Ferrer Jorge, Martín Mercè, Servitja Joan Marc
Genomic Programming of Beta Cells Laboratory, Institut d'Investigacions Biomèdiques August Pi i Sunyer, Endocrinology Unit, Hospital Clínic de Barcelona, Barcelona, Spain.
J Clin Invest. 2007 Apr;117(4):859-62. doi: 10.1172/JCI31749.
Diabetes results from the absolute or relative deficiency of insulin-producing beta cells. The prospect that non-beta pancreatic cells could be harnessed to become beta cells has led to interest in understanding the plasticity of pancreatic cells. Recent studies, however, have shown that adult beta cells are largely derived from preexisting beta cells. In this issue of the JCI, Desai et al. show that acinar cells, the major cell type in the pancreas, do not contribute to new beta cells formed during pancreatic regeneration (see the related article beginning on page 971). These studies suggest that the fate of adult pancreatic cell lineages is immutable. However, also in this issue of the JCI, Collombat et al. demonstrate that inducing a single transcription factor named Arx in adult beta cells causes these cells to undergo massive transdifferentiation into alpha and pancreatic polypeptide endocrine cells (see the related article beginning on page 961). This finding points to an unexpected plasticity of postnatal pancreatic endocrine cells.
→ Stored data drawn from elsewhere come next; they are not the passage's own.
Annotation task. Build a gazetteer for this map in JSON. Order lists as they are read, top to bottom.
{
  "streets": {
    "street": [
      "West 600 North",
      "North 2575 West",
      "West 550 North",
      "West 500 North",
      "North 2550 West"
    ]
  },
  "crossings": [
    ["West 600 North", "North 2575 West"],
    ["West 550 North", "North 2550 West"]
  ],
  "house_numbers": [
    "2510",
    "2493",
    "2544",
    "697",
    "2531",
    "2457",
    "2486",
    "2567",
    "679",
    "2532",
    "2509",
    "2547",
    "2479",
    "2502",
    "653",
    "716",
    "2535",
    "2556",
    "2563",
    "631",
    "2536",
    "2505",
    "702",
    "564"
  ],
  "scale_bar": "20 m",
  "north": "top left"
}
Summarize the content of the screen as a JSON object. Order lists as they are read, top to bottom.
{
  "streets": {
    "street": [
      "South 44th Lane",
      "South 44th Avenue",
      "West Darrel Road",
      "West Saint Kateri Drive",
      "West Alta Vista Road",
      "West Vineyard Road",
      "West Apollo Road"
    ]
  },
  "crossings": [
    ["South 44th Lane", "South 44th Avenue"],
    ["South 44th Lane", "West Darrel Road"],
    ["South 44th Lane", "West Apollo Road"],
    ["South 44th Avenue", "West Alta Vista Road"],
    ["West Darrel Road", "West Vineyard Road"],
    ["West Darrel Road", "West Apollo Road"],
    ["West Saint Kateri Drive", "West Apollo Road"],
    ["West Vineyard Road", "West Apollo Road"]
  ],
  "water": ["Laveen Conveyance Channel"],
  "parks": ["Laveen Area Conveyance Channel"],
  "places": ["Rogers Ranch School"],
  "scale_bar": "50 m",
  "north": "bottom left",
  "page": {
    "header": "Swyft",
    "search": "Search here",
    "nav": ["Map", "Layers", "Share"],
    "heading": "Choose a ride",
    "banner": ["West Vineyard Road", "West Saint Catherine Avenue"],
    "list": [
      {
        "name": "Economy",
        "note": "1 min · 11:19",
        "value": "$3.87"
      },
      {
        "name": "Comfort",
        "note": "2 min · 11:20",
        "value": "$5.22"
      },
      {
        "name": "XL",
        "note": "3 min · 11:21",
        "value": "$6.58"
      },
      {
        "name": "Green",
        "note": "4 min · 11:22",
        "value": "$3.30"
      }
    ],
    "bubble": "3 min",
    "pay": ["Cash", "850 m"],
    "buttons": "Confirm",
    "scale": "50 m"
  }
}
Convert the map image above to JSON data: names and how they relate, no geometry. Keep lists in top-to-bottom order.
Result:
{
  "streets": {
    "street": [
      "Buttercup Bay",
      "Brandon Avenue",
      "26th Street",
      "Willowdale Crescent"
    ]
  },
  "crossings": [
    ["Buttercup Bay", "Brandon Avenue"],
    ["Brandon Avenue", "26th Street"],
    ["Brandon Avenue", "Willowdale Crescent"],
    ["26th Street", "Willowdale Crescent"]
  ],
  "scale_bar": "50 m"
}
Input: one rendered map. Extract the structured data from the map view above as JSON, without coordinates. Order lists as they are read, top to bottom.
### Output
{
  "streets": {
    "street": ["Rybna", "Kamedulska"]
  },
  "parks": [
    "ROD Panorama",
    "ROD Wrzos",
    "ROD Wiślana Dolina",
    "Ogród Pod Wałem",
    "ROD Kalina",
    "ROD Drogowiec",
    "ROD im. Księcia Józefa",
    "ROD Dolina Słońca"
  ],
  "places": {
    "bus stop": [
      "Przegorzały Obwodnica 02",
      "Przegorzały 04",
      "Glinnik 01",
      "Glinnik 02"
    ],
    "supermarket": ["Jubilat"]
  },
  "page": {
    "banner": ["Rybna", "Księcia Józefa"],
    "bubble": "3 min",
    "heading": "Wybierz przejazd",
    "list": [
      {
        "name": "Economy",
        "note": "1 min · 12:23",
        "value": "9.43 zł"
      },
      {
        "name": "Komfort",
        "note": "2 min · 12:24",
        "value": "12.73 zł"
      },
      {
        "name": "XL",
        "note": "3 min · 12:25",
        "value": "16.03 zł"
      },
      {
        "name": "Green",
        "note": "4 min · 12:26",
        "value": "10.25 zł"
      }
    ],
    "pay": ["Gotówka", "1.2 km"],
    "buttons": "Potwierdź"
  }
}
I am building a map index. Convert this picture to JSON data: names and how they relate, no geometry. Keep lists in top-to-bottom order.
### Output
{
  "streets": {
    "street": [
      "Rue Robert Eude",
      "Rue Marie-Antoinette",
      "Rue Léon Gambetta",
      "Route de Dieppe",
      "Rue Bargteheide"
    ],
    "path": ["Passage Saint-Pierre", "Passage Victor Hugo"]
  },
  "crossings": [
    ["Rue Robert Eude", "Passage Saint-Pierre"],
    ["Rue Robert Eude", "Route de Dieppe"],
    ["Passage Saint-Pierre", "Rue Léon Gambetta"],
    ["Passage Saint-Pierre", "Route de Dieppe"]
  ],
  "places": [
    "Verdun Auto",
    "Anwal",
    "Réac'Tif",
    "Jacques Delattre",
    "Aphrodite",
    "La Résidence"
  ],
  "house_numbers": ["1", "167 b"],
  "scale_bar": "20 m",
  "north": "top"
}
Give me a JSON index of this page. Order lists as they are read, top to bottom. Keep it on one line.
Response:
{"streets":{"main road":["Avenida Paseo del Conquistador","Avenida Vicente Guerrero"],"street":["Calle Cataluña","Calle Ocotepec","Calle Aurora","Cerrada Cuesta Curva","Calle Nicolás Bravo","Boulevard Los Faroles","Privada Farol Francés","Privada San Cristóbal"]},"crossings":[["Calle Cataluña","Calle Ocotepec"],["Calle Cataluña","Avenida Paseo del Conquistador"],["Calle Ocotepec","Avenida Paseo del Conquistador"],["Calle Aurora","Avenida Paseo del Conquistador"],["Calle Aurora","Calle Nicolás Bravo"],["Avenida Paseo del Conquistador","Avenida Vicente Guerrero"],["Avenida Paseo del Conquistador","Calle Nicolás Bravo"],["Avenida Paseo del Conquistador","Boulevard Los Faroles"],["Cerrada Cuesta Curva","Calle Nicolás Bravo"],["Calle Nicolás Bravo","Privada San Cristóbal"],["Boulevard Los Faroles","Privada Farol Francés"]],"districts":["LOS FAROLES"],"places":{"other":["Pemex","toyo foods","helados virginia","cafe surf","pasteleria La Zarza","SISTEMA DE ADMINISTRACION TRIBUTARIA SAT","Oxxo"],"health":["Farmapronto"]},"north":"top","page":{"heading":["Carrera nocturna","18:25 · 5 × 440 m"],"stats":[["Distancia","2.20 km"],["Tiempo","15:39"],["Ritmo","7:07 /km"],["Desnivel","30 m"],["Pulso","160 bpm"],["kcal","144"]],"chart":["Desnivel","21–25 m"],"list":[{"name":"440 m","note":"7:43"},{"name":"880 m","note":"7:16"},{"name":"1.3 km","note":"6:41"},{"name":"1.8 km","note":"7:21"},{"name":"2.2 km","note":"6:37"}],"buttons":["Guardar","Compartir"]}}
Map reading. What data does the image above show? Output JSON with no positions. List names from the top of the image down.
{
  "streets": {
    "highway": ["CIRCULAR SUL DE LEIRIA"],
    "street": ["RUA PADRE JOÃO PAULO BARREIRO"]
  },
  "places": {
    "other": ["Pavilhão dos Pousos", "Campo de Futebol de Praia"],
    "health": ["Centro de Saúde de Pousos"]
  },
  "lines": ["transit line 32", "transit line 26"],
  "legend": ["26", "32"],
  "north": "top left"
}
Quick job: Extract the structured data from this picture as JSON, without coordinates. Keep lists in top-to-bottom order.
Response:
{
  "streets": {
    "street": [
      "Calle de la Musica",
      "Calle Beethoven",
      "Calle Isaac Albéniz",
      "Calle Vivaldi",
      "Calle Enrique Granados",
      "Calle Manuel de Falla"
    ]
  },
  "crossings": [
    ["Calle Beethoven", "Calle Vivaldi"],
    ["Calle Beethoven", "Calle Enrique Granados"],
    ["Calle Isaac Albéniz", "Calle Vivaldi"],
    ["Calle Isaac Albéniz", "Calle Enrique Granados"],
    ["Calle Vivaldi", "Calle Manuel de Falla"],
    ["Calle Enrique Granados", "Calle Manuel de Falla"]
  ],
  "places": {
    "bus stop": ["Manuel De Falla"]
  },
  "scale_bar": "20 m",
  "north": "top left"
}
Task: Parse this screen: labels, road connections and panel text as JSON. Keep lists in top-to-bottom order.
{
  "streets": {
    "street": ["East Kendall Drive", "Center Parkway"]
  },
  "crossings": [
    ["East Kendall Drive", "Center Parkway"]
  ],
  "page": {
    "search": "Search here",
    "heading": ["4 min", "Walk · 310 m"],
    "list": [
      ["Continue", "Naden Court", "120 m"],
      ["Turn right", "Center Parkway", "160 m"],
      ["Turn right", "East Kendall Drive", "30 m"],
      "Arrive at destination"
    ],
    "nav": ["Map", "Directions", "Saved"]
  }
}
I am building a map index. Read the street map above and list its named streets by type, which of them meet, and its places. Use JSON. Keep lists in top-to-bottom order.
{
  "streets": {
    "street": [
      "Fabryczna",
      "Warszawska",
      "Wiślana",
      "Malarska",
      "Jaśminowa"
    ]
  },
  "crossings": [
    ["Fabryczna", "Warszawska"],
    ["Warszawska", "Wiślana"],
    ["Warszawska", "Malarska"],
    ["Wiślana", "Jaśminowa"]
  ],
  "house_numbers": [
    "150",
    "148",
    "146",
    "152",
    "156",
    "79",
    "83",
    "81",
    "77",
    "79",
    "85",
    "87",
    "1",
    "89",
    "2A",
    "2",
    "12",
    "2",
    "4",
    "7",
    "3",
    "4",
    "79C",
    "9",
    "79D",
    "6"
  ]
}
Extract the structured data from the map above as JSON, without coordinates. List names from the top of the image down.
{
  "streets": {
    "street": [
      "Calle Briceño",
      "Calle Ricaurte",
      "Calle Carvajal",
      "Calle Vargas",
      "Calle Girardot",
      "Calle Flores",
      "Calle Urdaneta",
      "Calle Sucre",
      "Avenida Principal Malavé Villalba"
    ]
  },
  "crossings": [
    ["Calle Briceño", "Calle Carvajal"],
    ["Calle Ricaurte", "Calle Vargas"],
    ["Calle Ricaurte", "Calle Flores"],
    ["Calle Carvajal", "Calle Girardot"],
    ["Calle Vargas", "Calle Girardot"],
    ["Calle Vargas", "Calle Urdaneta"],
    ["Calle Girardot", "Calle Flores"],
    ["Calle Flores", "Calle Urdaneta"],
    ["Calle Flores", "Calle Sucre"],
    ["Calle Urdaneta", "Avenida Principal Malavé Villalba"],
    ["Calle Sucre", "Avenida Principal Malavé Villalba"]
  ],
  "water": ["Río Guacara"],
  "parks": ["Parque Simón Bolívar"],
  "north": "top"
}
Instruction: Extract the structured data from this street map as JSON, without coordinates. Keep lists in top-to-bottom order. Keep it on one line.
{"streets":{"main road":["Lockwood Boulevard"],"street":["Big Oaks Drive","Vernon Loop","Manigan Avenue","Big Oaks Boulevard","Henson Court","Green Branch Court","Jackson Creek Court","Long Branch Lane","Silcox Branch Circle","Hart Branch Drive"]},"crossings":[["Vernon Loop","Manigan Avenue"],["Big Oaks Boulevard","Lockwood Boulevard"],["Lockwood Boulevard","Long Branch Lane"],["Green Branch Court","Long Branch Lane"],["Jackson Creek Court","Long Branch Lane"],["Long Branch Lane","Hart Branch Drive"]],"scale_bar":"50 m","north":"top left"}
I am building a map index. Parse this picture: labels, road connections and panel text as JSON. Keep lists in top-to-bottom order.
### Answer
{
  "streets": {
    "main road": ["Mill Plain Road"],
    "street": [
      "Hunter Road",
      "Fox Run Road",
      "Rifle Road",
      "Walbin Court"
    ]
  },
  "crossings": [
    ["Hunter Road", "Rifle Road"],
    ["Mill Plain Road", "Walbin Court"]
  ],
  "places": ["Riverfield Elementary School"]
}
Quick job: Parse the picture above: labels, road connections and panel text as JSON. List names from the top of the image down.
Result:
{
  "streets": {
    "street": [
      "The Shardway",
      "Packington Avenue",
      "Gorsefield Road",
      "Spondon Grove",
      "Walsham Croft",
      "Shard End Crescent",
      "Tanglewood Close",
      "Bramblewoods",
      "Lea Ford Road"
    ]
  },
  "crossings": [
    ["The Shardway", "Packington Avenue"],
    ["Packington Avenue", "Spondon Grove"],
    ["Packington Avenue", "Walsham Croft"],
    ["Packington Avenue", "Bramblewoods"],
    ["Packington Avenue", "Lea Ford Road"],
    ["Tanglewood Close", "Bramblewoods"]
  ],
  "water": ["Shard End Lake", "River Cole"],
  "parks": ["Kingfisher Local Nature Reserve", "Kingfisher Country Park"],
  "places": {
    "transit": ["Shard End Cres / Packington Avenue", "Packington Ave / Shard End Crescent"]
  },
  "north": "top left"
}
糖尿病是由产生胰岛素的β细胞绝对或相对缺乏所致。利用非β胰腺细胞转化为β细胞的前景引发了人们对了解胰腺细胞可塑性的兴趣。然而,最近的研究表明,成年β细胞主要源自已有的β细胞。在本期《临床研究杂志》中,德赛等人表明,胰腺的主要细胞类型腺泡细胞对胰腺再生过程中形成的新β细胞没有贡献(见第971页开始的相关文章)。这些研究表明成年胰腺细胞谱系的命运是不可改变的。然而,同样在本期《临床研究杂志》中,科隆巴特等人证明,在成年β细胞中诱导一种名为Arx的单一转录因子会导致这些细胞大量转分化为α细胞和胰腺多肽内分泌细胞(见第961页开始的相关文章)。这一发现表明出生后胰腺内分泌细胞具有意想不到的可塑性。